How does a bidirectional level shifter work?

I have the following circuit with an NPN HEXFET Q1 (BS170)

Correct me if I'm wrong:

When the TX-3V3 microcontroller is 3.3V i.e. logical 1, the TX-5V is a logical 1. This is because the gate of Q1 is CLOSED when $V_{GS}$ is greater than 0, and OPEN when it's not. So right now it is OPEN since $V_{GS} = 0$.

Question:

I get confused when the TX-3V3 microcontroller is 0V i.e. logical 0. I know from my measurements that the result is that the TX-5V is 0 in this instance. I don't understand why.

I would say the gate of Q1 is closed, since $V_{GS} \approx 3.3V$. Possible scenario's I can think of, please correct me where my thought process is wrong, I want to know my mistakes:

• The TX-5V has impedance, and since current takes the path of least resistance my guess is that the current coming from the 5V supply will flow towards the TX-3V3. However, then what happens? I always think of current as marbles moving through a tube. Since the TX-3V3 is a 0, then where will the marbles flow to? There's no ground connected...
• Another one of my guesses is that the voltage across the R2 resistor will be 5V, so the potential left over at the TX-5V is 0V. In this scenario there's still no ground though. So where can the current go? Please answer this question: Since the current has nowhere to go, does this mean theres no voltage across R2?

According to the assignment, the TX-5V can also control the logical '1' or '0' for the TX-3V3. Can one of you explain the scenario where the TX-3V3 is 0V and the TX-5V is 5V? How will the TX-5 be able to control the TX-3V3, like the TX-3V3 controls the TX-5?

• This circuit is described in some detail here [Edited by a moderator to point to Internet Archive copy of the NXP appnote due to link rot.] Commented May 31, 2015 at 23:45

When the 3.3V input is pulled down to 0V, the source is at 0V, the gate is at 3.3V and the MOSFET is (more or less for this particular part) 'on'.

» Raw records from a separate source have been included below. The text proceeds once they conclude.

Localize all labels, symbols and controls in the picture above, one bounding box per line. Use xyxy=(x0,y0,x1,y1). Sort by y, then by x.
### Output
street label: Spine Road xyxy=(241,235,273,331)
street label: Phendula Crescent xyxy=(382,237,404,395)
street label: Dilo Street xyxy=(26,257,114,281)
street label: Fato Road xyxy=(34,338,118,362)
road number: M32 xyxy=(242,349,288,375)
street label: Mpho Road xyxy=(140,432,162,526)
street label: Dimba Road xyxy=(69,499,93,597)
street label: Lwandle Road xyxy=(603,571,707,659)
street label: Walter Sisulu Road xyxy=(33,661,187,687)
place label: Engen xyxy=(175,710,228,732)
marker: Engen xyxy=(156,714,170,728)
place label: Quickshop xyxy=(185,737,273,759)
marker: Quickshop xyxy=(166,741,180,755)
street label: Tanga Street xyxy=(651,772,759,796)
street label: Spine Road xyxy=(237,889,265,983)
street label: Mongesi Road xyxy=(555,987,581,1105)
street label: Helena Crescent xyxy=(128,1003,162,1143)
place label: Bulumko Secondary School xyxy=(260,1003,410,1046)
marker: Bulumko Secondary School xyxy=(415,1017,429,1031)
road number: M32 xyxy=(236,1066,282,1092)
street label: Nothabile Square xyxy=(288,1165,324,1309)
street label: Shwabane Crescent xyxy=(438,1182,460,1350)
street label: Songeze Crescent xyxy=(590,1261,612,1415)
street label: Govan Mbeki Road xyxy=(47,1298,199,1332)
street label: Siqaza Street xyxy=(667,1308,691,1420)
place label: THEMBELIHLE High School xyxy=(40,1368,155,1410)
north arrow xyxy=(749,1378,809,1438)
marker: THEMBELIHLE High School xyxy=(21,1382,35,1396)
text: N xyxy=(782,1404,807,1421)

Therefore the driver for the TX-3.3V sinks current from R1 and R2 and the output goes to slightly above the input voltage (because Rds(on) > 0 and some current goes through R2).

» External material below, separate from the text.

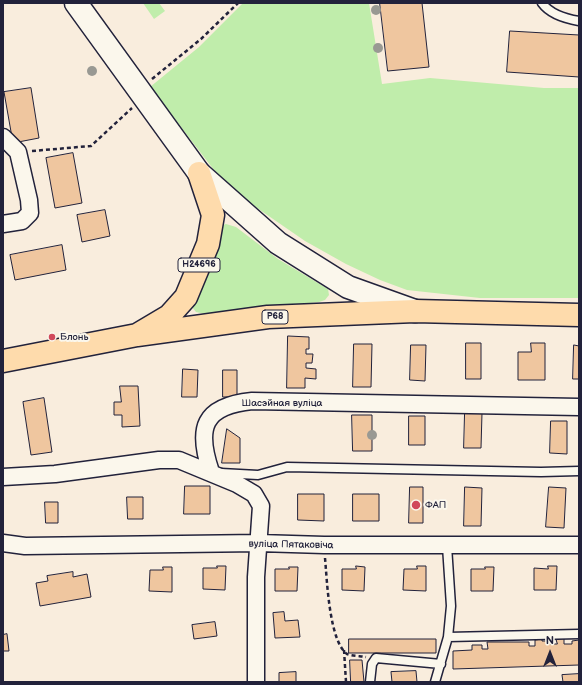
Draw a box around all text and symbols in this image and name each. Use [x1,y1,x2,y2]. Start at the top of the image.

If you pull the TX-5V output low, then the body diode of the MOSFET conducts and brings the TX-3.3V input (and MOSFET source) down to the TX-5V low level plus 0.6V or so. If the MOSFET has low enough threshold voltage the channel conducts further reducing the source voltage and the situation is the same as with it driven from the other side (the MOSFET channel will conduct in either direction).

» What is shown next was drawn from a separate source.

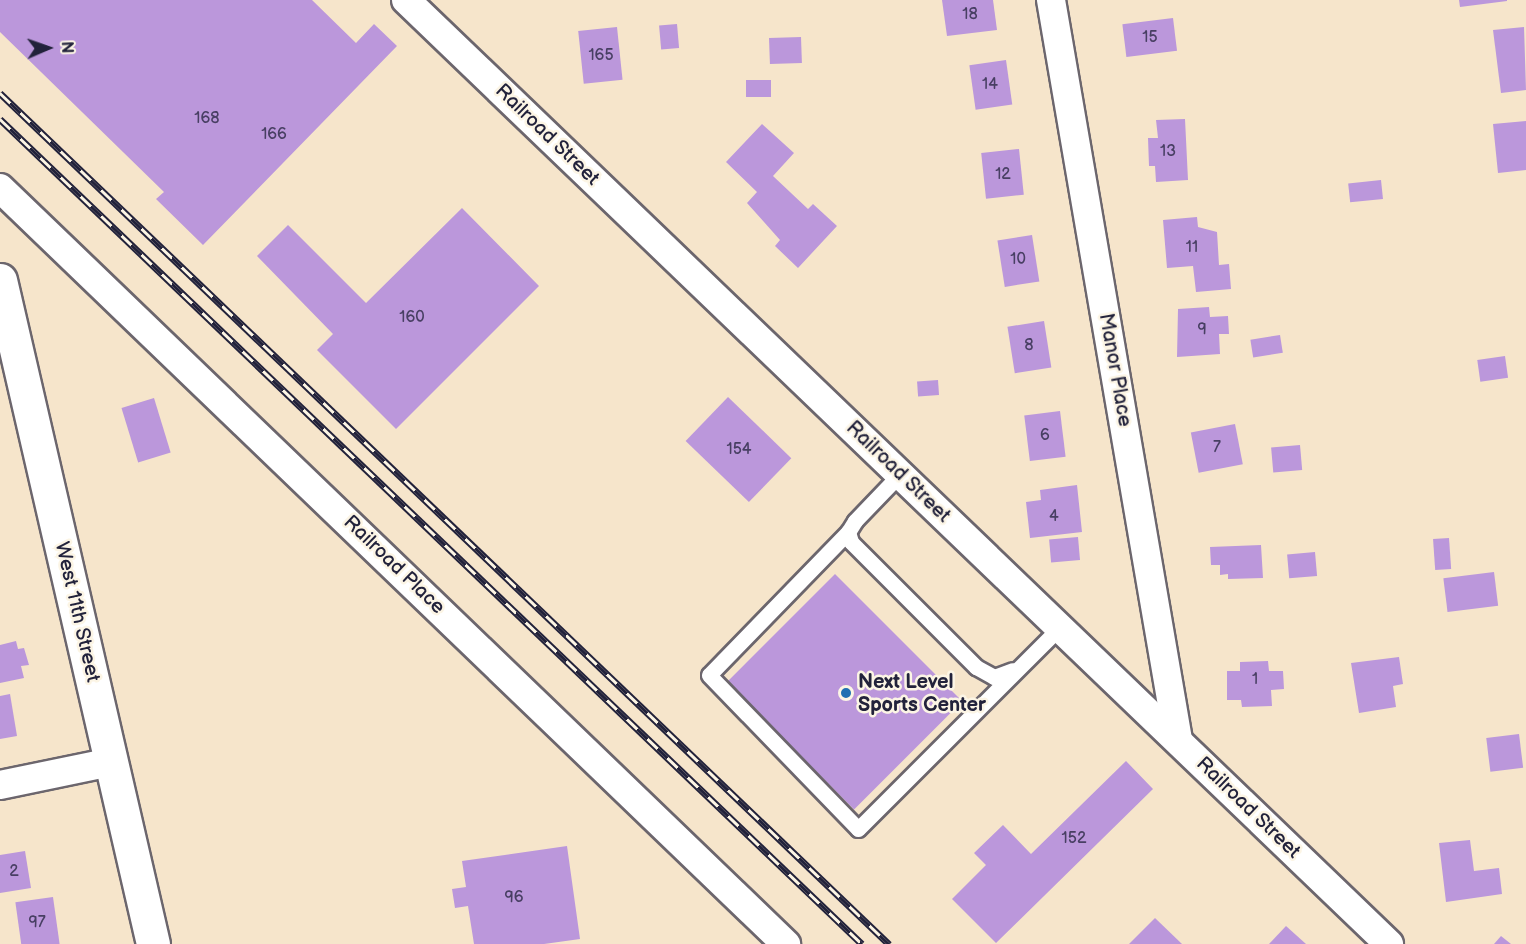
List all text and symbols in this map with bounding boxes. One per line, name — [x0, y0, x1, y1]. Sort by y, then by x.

Without doing a detailed evaluation, I think this particular n-channel MOSFET is pretty marginal- I suggest picking something with a guaranteed lower Vgs(th) at 1mA, something more like the BSS138.

• what is a body diode? Commented May 31, 2015 at 22:21
• Body diode (shown as a zener in the schematic symbol) is part of the MOSFET structure and acts like a diode that conducts if the drain gets much more negative than the source. Imagine an internal 1N4148 connected from drain to source. Commented May 31, 2015 at 22:25
• @user1534664 More on MOSFET body diode here. Commented May 31, 2015 at 22:30
• @SpehroPefhany So if the drain is much more negative than the source, the diode conducts. But if the drain is 0V, then how is it any more negative than the source which is 0V by default? Commented May 31, 2015 at 23:09
• @user1534664 The body diode comes into play only in the second part of your question. "How will the TX-5 be able to control the TX-3V3". Commented May 31, 2015 at 23:19

This is as simple as I can imagine it.

Whatever happens the gate is always at 3.3+ volts. When TX-3V3 goes to zero, VGS is +3.3 - 0 making the switch close and dragging the voltage at TX-5V to zero also.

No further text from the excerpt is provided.